Unpünktlichkeit und Chaos: Dafür ist die Bahn bekannt – jedenfalls in den Ballungsräumen und zu Stoßzeiten. Wir haben uns den neuen Masterplan angesehen.

Der Bahnverkehr in Deutschland soll ab 2020 auf einen bundesweiten Taktfahrplan umgestellt werden. Verkehrsminister Scheuer sagt, der sogenannte Deutschland-Takt werde das Bahnfahren pünktlicher, schneller und die Anschlüsse direkter und verlässlicher machen.

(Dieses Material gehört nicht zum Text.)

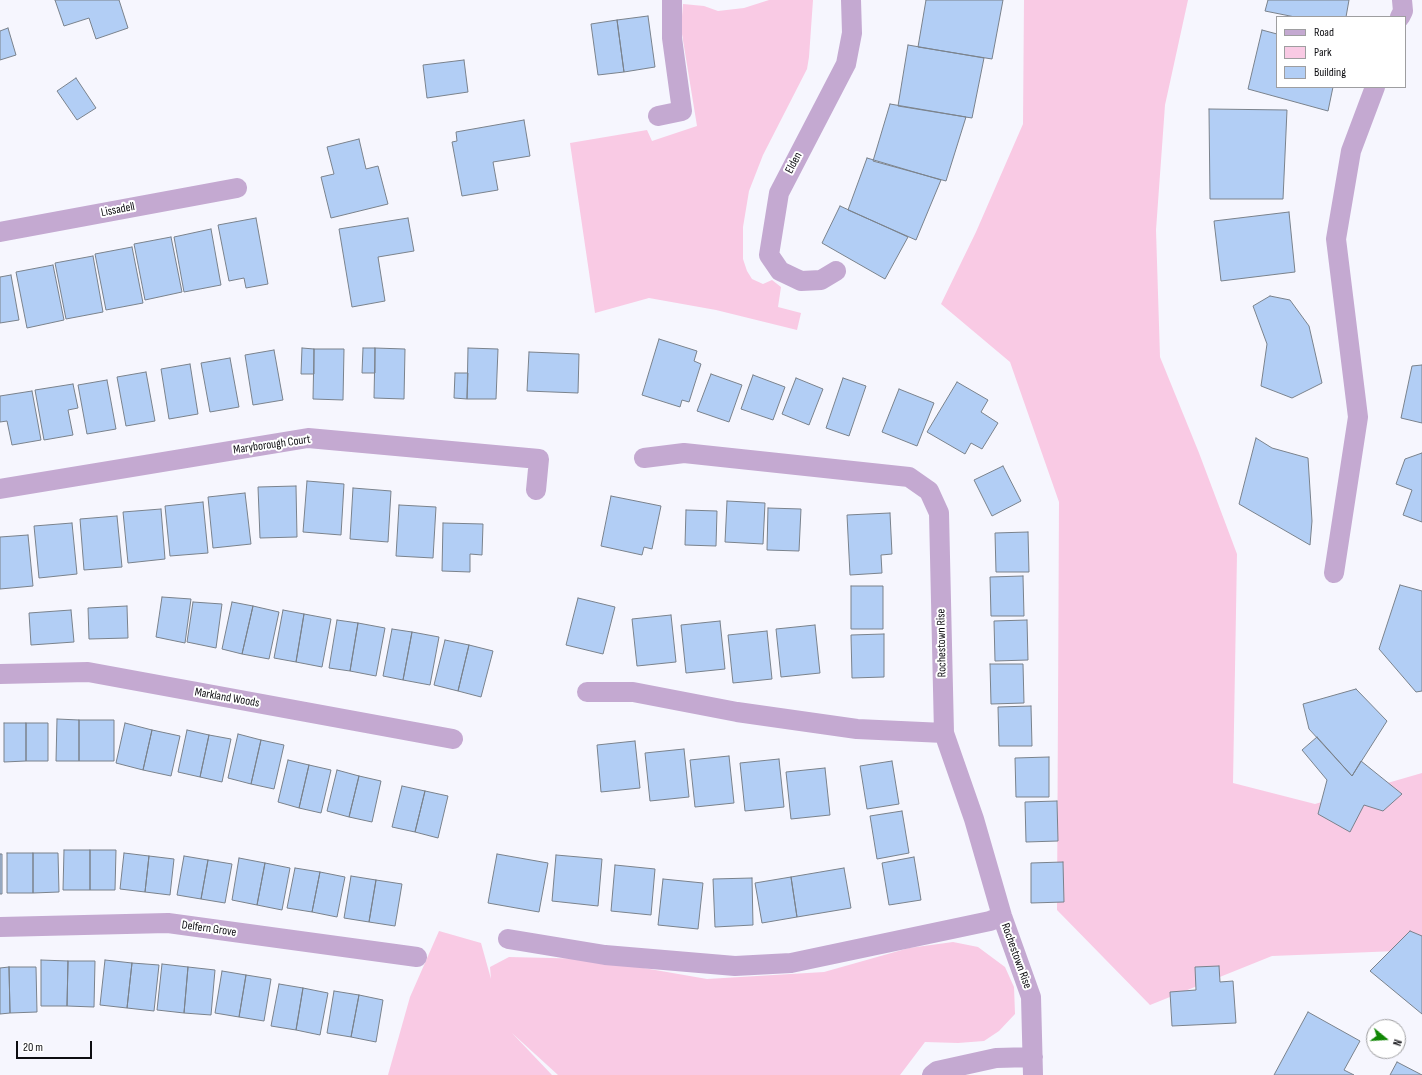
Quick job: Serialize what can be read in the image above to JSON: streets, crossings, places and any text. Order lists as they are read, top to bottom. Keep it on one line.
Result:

Dazu stellte der CSU-Politiker einen Gutachterentwurf vor. Es sei das größte Projekt im Eisenbahnbereich seit der Bahnreform von 1994. Der Deutschland-Takt soll so funktionieren: Züge fahren jede Stunde, in jede Richtung, zur selben Minute. Alle Fernzüge fahren in einem Takt von 60 oder 30 Minuten. Das soll ein bequemes Umsteigen an Knotenbahnhöfen ermöglichen. Vorbild dafür ist die Schweiz.

Pläne für den Netzausbau

Die Anschlüsse sollen besser abgestimmt werden, indem an Knotenpunkten Züge ungefähr gleichzeitig ankommen. Damit das funktioniert, soll das Schienennetz ausgebaut werden – zum Beispiel zwischen Berlin und den Städten in Nordrhein-Westfalen. Geregelte Abfahrtszeiten soll es vor allem an Bahnhöfen geben, an denen viele Leute umsteigen müssen – zum Beispiel Mannheim, Erfurt und Nürnberg.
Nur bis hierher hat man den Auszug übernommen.